Amano shrimp are mostly used as tank cleaners because they consume algae faster and prevent it from building up in the tank.
They’re also peaceful and live long.
All these characteristics make them great pets.
They’re expensive, and breeding them is hard, so it doesn’t make any sense to use them as feeders.
Ghost shrimp can prevent algae’s growth in your tank as well, but they’re mostly used as prey because they’re easier to breed, smaller, and cheaper.
They have short lifespans, but they can make good pets if you create the proper living conditions and breed them.
It’s usually hard to tell a male and a female shrimp apart, but it’s not impossible.
Both male and female Amano shrimp have spots on their bodies that form two lines.
The upper line looks the same in both sexes, but the lower lines are different.
With male shrimp, the lower line is much like the upper one, but in females, the lower line has more extended dots that look like dashes.
Also, mature female Amano shrimp are a bit bigger than males.
Identifying Ghost shrimp genders can get a little tricky.

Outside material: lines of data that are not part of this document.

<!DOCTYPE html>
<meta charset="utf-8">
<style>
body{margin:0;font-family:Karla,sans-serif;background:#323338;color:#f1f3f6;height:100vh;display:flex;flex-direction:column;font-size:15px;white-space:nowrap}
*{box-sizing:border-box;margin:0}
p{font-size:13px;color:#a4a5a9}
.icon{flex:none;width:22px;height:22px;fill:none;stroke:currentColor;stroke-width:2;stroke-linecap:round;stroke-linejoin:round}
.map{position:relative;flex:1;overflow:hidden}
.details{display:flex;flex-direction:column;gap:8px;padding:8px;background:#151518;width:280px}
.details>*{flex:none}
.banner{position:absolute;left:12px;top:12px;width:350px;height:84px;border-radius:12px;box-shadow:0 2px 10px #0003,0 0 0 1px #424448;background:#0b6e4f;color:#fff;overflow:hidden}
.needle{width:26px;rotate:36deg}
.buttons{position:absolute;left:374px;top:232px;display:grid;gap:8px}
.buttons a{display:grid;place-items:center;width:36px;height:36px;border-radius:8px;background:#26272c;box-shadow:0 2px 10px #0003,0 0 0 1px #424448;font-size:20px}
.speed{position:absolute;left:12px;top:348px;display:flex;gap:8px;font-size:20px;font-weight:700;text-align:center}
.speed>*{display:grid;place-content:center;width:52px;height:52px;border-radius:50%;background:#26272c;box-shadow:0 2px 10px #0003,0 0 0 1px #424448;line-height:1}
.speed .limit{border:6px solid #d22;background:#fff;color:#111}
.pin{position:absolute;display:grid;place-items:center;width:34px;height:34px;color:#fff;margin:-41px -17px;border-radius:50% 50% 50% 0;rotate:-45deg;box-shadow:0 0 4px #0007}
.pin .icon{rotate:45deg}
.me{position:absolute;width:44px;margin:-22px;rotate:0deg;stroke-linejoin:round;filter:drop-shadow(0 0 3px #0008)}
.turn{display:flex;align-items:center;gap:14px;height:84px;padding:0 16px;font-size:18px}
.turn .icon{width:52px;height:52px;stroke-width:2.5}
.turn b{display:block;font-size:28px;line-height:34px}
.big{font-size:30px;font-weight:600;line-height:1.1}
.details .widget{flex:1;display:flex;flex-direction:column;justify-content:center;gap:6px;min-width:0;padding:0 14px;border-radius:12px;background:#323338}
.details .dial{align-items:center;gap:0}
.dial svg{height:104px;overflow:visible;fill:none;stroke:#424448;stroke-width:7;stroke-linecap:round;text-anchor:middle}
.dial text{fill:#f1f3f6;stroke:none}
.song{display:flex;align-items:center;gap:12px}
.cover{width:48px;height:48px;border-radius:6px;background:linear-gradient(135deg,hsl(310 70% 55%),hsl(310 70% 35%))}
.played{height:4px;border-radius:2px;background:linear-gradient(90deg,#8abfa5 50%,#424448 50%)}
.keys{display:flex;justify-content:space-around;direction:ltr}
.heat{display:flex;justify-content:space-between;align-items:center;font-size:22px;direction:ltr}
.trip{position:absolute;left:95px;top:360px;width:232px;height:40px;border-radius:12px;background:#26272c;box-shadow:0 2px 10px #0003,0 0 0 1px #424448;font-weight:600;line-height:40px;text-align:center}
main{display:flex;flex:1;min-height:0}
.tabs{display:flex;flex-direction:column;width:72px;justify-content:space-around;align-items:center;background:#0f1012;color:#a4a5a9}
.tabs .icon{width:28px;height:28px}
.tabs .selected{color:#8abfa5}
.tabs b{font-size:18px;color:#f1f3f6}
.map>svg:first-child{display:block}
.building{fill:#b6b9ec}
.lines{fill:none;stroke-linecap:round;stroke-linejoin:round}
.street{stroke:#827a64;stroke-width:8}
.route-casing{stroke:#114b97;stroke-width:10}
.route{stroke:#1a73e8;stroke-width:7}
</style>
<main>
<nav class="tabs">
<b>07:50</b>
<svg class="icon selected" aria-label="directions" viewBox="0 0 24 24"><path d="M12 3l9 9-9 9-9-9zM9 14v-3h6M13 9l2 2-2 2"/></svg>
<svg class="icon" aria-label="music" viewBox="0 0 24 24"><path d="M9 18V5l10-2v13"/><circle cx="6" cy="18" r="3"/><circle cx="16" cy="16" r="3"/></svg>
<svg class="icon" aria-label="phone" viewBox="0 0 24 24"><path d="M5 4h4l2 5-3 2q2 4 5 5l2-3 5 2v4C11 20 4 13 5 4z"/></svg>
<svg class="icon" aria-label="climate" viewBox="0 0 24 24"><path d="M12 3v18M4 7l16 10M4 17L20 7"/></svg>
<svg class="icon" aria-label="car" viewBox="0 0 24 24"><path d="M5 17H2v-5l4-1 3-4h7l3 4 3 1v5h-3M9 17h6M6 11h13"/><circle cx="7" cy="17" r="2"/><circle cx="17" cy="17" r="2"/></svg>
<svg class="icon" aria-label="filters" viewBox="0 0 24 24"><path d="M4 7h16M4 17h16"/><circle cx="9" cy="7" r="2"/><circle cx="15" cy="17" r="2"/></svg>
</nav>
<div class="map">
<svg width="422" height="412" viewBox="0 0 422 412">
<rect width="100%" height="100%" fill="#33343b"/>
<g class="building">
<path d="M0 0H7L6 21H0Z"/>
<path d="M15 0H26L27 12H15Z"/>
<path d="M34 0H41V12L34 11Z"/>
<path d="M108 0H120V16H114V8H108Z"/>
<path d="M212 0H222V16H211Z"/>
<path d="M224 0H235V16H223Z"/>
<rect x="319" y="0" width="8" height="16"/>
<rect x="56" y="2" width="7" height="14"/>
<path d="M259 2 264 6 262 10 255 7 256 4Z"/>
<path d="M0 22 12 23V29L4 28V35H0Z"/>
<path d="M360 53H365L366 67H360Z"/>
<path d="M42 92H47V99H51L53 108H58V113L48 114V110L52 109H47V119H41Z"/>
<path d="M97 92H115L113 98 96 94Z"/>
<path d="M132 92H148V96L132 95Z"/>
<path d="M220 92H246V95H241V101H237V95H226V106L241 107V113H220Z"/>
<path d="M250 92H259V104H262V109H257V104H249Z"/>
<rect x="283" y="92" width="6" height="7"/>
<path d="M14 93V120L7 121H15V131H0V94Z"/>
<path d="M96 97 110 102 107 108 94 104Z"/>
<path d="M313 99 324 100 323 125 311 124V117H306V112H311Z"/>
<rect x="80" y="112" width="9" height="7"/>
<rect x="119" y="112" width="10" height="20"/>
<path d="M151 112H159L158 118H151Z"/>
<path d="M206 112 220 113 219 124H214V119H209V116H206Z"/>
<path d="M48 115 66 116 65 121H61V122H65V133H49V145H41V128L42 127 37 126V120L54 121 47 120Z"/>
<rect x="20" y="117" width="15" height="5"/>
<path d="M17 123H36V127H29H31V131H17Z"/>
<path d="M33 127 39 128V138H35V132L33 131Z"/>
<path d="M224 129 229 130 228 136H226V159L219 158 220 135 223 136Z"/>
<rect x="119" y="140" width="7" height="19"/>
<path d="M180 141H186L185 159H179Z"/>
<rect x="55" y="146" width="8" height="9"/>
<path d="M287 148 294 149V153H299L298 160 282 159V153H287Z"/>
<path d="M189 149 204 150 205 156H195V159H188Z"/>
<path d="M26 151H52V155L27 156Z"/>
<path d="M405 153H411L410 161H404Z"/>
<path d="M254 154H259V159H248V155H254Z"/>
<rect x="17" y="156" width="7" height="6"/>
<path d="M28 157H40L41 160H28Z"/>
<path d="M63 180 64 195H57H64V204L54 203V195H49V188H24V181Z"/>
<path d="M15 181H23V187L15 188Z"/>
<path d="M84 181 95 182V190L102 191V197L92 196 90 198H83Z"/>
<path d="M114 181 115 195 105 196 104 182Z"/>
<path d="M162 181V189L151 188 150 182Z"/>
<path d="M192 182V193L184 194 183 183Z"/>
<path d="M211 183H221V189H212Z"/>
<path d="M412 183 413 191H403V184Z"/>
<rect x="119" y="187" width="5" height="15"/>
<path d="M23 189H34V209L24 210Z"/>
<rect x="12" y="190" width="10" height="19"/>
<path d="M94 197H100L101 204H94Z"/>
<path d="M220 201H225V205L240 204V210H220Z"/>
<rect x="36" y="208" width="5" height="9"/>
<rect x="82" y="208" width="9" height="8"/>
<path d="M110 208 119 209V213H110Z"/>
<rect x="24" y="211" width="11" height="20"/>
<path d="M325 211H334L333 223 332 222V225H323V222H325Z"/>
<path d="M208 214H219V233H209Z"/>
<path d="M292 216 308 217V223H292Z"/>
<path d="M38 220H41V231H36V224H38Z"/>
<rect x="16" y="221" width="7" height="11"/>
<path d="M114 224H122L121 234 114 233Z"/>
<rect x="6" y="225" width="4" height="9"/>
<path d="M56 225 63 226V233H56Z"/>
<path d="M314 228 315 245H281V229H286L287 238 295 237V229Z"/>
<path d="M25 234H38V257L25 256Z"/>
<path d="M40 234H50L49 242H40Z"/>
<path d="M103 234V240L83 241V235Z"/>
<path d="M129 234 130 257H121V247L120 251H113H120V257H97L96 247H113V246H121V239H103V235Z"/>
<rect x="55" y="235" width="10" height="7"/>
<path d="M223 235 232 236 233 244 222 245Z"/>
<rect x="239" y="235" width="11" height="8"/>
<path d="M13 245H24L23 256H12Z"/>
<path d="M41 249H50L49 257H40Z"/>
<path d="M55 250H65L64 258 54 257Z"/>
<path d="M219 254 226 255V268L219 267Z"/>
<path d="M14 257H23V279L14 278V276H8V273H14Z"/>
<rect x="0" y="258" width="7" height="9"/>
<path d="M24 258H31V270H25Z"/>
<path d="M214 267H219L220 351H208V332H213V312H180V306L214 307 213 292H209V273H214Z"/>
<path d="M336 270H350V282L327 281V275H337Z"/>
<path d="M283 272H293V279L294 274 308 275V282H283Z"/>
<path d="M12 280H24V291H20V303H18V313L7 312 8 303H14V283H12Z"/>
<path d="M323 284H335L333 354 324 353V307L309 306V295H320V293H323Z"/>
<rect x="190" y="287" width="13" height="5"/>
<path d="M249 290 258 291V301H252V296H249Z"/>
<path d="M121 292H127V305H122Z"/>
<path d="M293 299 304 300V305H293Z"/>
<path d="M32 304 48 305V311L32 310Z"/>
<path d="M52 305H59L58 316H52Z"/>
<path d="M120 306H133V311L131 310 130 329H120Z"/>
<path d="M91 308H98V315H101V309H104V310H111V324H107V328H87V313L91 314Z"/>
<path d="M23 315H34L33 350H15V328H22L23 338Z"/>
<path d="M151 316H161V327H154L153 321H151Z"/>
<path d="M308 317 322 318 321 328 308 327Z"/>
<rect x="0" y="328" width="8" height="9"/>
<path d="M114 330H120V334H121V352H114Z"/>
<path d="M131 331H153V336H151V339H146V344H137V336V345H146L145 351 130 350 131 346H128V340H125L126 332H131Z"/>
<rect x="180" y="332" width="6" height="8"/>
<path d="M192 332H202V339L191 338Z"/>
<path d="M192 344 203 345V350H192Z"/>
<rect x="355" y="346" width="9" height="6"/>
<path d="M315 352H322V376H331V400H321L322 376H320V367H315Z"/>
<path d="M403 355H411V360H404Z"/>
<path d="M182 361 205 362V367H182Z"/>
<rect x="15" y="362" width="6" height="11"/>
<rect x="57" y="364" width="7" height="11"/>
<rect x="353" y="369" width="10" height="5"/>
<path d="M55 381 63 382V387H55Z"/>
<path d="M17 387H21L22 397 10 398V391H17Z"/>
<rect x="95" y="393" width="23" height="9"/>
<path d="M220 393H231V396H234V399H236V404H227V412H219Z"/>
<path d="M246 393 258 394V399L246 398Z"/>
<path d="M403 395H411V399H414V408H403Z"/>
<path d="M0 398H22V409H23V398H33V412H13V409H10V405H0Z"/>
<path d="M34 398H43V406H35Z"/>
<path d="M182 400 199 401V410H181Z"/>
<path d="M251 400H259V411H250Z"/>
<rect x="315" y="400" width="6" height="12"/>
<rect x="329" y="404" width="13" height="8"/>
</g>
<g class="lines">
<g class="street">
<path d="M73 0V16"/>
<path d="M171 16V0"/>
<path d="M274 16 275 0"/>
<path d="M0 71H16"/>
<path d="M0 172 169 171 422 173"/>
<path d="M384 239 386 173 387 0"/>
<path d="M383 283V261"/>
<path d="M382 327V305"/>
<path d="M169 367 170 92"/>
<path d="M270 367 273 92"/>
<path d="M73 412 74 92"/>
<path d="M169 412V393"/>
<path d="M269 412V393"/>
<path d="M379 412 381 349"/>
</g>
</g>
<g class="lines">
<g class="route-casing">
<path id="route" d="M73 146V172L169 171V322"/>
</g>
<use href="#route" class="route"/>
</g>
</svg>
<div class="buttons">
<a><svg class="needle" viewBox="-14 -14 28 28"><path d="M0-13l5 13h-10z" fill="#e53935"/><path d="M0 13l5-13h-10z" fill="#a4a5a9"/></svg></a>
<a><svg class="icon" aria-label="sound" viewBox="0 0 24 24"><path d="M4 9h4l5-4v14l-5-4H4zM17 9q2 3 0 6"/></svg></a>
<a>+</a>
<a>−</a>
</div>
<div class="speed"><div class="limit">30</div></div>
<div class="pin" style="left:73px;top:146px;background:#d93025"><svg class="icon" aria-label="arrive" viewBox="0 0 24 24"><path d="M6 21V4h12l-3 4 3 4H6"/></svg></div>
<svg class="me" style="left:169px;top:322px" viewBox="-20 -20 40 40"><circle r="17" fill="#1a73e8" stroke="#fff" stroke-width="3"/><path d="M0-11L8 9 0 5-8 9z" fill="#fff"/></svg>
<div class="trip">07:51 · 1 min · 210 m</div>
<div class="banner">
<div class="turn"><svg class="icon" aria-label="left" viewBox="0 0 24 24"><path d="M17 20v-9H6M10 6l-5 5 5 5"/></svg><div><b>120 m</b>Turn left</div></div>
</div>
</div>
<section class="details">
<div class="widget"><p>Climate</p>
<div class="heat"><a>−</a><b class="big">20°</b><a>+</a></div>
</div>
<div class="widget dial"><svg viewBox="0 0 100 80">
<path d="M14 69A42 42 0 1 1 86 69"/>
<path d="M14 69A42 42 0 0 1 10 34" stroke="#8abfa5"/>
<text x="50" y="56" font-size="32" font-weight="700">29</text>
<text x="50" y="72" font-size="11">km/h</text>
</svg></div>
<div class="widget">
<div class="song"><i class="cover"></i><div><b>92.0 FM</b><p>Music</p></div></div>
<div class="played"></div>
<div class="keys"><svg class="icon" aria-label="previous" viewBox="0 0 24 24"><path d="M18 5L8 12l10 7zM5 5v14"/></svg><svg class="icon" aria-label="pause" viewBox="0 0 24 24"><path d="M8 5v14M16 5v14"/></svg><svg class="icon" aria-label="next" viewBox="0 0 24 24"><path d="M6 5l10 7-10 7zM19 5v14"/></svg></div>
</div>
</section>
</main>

As they have no markings on their bodies, you should pay attention to their body shapes.
The females have round bellies, and males have more slender ones.
Also, you can try to find the female’s ovaries located behind her head.
It has a green or yellow color that indicates unfertilized eggs.
You can also locate pink eggs or baby shrimp under their bellies.
Ghost shrimp are cheaper than Amanos because they’re easier to breed, and they’re mostly used as prey.
Amano shrimp are a bit more expensive because they’re mostly sold as pets or tank cleaners.
Plus, as mentioned before, breeding them is more challenging, and they need more serious care, so you’ll have to spend a little extra on these small critters.